Parsing non-strings? #3

ath opened this Issue Sep 25, 2012 · 1 comment


ath commented Sep 25, 2012

Is it possible to use amotoen to parse non-strings?
For example, I may want to have a tokenizer, which splits an input text (natural language) into a seq of tokens (record instances). Now I would like to recognize patterns in those token seqs.
"Date is 27.03.2008. It will cost 15$."
This gets tokenized to

 {:value "Date" :type :word},
 {:value "is" :type :word},
 {:value "27" :type :numeric},
 {:value "." :type :char},
 {:value "03" :type :numeric},
 {:value "." :type :char},
 {:value "2008" :type :numeric},
 {:value "." :type :char},
 {:value "It" :type :word},
 {:value "will" :type :word},
 {:value "cost" :type :word},
 {:value "15" :type :numeric},
 {:value "$" :type :char},
 {:value "." :type :char}

Now I may wish to replace the "27", ".", "03", ".", "2008" token seq with one single token
{:value #<java.util.Date 2008-03-12] :type :date}.
And the "15", "$" should become a token {:value 15 :type :amount :currency :dollar}.

I would like to describe a grammar that describes how dates look.

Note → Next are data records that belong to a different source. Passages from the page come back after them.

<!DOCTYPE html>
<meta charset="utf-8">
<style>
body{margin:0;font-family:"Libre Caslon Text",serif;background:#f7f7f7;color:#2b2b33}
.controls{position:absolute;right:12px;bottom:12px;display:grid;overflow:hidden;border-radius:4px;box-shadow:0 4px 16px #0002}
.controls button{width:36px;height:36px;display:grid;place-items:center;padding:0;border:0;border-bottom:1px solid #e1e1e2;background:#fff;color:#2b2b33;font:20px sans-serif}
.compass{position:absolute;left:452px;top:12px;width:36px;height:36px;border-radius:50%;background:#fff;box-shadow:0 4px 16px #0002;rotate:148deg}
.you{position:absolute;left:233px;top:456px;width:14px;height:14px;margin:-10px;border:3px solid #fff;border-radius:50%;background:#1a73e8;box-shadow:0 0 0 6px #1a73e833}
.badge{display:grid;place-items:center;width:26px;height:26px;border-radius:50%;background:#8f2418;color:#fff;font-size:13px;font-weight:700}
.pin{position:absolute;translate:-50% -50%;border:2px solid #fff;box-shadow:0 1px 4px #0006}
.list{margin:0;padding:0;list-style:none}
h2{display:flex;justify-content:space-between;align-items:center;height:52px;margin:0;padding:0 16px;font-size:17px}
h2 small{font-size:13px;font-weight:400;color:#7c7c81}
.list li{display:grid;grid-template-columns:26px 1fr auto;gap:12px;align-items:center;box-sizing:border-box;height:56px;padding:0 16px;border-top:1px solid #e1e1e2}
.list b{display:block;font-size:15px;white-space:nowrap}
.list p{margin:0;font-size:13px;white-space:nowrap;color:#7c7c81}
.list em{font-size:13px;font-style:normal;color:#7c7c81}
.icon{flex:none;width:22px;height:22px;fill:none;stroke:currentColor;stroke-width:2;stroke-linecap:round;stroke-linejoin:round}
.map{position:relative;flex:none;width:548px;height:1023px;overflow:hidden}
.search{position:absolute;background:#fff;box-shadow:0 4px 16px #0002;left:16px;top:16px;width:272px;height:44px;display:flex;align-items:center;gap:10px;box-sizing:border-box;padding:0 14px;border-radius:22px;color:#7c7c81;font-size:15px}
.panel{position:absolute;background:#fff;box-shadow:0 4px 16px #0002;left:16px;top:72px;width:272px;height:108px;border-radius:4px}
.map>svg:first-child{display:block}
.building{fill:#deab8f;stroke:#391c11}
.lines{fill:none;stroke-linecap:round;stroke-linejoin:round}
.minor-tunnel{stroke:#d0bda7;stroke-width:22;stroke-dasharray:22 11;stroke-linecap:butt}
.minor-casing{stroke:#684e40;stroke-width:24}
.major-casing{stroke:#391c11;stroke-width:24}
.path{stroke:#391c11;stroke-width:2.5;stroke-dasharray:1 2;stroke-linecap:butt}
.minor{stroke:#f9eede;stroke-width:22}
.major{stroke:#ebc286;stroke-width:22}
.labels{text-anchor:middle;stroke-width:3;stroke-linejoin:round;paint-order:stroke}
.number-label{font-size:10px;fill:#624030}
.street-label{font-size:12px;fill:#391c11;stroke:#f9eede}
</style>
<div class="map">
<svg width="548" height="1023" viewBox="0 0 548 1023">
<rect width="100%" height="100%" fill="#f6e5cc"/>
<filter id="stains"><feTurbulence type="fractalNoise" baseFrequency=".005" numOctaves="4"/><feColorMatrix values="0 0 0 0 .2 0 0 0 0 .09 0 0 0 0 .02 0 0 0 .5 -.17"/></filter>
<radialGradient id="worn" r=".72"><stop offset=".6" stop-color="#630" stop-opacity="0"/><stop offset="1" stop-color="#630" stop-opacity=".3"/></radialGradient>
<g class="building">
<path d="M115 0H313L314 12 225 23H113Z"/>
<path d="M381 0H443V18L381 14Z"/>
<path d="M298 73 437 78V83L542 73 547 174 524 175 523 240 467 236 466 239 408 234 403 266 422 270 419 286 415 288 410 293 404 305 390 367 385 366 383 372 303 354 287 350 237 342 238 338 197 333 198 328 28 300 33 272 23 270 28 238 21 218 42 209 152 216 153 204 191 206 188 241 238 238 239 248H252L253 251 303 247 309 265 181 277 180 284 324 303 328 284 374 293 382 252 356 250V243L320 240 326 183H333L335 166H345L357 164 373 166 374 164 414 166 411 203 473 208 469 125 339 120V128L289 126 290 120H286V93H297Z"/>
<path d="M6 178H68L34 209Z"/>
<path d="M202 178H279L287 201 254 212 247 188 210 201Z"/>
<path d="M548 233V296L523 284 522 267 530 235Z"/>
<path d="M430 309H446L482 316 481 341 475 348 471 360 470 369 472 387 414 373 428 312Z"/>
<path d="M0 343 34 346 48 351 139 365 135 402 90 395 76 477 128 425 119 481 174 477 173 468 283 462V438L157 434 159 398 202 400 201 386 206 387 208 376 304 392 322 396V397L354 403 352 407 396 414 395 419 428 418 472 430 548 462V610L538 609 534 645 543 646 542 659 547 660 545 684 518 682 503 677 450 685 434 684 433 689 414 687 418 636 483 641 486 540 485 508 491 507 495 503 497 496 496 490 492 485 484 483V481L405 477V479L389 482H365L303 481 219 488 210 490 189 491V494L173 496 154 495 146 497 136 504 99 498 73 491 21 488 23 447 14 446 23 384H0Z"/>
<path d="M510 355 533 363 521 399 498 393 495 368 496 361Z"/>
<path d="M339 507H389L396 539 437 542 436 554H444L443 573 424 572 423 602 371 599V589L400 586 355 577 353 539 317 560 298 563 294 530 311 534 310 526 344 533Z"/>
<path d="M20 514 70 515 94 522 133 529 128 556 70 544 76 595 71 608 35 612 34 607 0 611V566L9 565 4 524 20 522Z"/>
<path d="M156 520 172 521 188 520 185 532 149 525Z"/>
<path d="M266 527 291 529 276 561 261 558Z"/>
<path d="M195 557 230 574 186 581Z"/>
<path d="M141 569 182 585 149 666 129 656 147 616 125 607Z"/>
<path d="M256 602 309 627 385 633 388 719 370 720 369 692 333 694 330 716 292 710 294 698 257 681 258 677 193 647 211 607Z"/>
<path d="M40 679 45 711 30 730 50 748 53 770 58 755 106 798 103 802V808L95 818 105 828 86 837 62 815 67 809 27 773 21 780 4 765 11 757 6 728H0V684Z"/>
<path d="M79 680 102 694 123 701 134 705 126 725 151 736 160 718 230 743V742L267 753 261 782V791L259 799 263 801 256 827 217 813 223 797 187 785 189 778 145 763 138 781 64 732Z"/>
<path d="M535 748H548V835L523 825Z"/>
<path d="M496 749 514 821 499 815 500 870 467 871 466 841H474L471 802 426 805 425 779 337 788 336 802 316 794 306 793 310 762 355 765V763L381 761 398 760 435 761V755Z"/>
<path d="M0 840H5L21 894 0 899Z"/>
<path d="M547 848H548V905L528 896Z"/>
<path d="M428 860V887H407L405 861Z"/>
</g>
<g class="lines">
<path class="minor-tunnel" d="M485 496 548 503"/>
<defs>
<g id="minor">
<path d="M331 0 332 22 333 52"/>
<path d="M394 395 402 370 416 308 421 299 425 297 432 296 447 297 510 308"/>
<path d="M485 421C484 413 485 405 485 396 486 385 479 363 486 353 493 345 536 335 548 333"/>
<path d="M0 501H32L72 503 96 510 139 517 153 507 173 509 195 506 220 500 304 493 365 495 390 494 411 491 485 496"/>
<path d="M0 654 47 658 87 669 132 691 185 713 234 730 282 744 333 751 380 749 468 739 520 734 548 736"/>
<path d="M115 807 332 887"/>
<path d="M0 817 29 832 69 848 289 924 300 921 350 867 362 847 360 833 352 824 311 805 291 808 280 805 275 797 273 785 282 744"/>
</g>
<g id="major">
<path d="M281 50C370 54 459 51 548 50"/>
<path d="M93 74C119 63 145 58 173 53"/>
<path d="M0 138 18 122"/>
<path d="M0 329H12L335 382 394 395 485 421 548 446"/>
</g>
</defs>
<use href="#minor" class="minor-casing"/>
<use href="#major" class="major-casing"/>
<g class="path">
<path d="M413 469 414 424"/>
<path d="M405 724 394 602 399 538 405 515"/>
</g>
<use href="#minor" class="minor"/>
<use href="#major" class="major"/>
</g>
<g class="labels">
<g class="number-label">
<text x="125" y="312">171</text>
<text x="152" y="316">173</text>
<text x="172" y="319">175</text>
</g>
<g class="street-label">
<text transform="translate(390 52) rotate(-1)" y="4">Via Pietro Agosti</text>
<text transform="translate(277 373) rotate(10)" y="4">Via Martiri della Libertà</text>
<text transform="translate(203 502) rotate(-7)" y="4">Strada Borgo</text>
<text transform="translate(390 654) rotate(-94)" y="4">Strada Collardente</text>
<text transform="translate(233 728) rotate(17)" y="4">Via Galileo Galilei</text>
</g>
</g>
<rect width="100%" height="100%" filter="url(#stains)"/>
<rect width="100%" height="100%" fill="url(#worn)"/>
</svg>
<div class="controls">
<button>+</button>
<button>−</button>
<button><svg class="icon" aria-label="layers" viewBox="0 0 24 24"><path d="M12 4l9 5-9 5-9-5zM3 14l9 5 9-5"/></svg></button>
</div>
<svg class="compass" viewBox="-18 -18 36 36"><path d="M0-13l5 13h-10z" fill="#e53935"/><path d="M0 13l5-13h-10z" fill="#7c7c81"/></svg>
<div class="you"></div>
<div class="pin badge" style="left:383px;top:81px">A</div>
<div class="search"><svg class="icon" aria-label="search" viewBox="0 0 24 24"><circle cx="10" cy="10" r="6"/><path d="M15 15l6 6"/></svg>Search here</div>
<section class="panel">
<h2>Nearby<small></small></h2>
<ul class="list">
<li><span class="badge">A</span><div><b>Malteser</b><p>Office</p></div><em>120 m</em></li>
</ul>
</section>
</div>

A grammar how amounts of money look, etc.
The input wouldn’t be Strings, but sequences of my (defrecord Token […]).

Can amotoen currently do that? Would it be difficult to extend it?


richard-lyman commented Nov 2, 2016

Complete transition to a new implementation. The new implementation can support the idea requested here and more.